1. A fraud committed by deception; a trick; imposition; imposture.

2. A person who cheats; one guilty of fraud by deceitful practices.

CHEATABLENESS, n. Liability to be cheated.

CHEAT-BREAD, n. Fine bread purchased, or not made in the family.

CHEATED, ppr. Defrauded by deception.

CHEATER, n. One who practices a fraud in commerce.

CHEATING, ppr. Defrauding by deception; imposing on.

CHEATING, n. The act of defrauding by deceitful arts.

CHECK, v.t.

1. To stop; to restrain; to hinder; to curb. It signifies to put an entire stop to motion, or to restrain its violence, and cause an abatement; to moderate.

2. To rebuke; to chide or reprove.

3. To compare any paper with its counterpart or with a cipher, with a view to ascertain its authenticity; to compare corresponding papers; to control by a counter-register.

4. In seamenship, to ease of a little of a rope, which is too stiffly extended; also, to stopper the cable.

CHECK, v.i.

1. To stop; to make a stop; with at.

The mid checks at any vigorous undertaking.

2. To clash or interfere.

I love to check with business.

3. To strike with repression.

CHECK, n.

1. A stop; hindrance; rebuff; sudden restraint, or continued restraint; curb; control; government.

2. That which stops or restrains, as reproof, reprimand, rebuke, slight or disgust, fear, apprehension, a person; any stop or obstruction.

3. In falconry, when a hawk forsakes her proper game, to follow rooks, pies, or other fowls, that cross her in her flight.

4. The correspondent cipher of a bank note; a corresponding indenture; any counter-register.

5. A term in chess, when one party obliges the other either to move or guard his king.

6. An order for money, drawn on a banker or on the cashier of a bank, payable to the bearer.

This is a sense derived from that in definition 4.

7. In popular use, checkered cloth; check, for checkered.

Check or check-roll, a roll or book containing the names of persons who are attendants and in the pay of a king or great personage, as domestic servants.
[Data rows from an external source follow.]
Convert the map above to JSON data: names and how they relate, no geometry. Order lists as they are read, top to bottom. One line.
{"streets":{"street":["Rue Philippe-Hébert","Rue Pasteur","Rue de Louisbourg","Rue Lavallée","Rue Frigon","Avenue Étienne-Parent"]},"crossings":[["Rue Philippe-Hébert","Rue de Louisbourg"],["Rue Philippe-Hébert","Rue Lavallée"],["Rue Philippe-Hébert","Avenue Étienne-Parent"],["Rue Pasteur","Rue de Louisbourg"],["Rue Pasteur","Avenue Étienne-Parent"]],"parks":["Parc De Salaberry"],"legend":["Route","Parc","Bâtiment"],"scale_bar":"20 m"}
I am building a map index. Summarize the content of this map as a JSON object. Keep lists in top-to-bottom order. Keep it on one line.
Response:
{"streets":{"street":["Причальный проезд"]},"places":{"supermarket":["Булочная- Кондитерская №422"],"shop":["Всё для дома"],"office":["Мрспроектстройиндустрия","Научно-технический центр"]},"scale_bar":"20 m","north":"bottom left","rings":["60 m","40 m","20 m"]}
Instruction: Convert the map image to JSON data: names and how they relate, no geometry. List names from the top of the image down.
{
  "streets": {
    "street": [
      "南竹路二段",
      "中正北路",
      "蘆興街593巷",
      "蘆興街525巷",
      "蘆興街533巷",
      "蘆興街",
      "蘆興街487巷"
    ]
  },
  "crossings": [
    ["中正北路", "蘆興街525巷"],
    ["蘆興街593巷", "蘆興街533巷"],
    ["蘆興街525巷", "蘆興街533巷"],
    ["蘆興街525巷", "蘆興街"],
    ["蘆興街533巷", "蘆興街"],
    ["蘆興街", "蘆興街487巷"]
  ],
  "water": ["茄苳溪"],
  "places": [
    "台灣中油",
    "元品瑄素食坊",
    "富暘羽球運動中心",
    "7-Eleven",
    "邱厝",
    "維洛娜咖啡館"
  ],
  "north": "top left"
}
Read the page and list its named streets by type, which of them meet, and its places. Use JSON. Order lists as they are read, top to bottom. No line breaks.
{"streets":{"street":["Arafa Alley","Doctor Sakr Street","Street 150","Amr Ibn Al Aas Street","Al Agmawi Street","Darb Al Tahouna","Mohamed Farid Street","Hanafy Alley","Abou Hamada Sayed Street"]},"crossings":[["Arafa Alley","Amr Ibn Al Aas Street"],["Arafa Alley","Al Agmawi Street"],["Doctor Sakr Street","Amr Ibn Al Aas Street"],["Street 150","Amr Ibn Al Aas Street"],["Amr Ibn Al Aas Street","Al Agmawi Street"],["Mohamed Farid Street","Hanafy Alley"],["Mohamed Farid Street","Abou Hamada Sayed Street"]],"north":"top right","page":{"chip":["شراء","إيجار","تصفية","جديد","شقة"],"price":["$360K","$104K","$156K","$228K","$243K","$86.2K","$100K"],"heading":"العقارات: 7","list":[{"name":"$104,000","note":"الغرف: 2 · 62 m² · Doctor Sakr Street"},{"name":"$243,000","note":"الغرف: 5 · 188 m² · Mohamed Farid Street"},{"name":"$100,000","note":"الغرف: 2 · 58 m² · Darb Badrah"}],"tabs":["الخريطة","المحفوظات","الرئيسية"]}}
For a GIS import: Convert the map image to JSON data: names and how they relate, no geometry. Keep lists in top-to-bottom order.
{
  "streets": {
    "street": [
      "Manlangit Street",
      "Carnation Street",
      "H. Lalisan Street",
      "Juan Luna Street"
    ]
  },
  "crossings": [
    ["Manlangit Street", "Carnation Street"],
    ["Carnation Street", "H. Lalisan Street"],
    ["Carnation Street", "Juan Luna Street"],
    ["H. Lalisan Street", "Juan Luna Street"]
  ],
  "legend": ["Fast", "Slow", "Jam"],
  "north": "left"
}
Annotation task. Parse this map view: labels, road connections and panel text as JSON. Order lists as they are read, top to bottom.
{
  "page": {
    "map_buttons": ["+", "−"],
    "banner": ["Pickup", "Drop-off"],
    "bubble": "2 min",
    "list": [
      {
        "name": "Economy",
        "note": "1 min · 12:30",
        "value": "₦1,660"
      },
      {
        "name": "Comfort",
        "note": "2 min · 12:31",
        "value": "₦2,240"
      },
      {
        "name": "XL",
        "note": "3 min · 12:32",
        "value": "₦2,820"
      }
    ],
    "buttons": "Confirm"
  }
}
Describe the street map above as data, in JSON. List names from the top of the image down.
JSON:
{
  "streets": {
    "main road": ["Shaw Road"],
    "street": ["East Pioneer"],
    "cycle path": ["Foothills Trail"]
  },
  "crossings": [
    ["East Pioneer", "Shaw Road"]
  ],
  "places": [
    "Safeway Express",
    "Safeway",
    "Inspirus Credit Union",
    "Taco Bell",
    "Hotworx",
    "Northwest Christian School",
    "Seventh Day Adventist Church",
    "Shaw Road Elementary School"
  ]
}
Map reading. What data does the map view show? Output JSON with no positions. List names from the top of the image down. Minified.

Clerk of the check, in the British Kings household, has the check and control of the yeomen of the guard, and all the ushers belonging to the royal family, the care of the watch, etc.

Clerk of the check, in the British Royal Dock-Yards, is an officer who keeps a register of all the men employed on board his majestys ships and vessels, and of all the artificers in the service of the navy, at the port where he is settled.

CHECKED, CHECKT, pp. Stopped; restrained; repressed; curbed; moderated; controlled; reprimanded.

CHECKER, v.t.

1. To variegate with cross lines; to form into little squares, like a chess board, by lines or stripes of different colors. Hence,

2. To diversify; to variegate with different qualities, scenes, or events.

Our minds are, as it were, checkered with truth and falsehood.

CHECKER, n.

1. One who checks or restrains; a rebuker.

2. A chess-board.

CHECKER, CHECKER-WORK, n. Work varied alternately as to its colors or materials; work consisting of cross lines.

CHECKERS, n. plu. A common game on a checkered board.

CHECKING, ppr. Stopping; curbing; restraining; moderating; controlling; rebuking.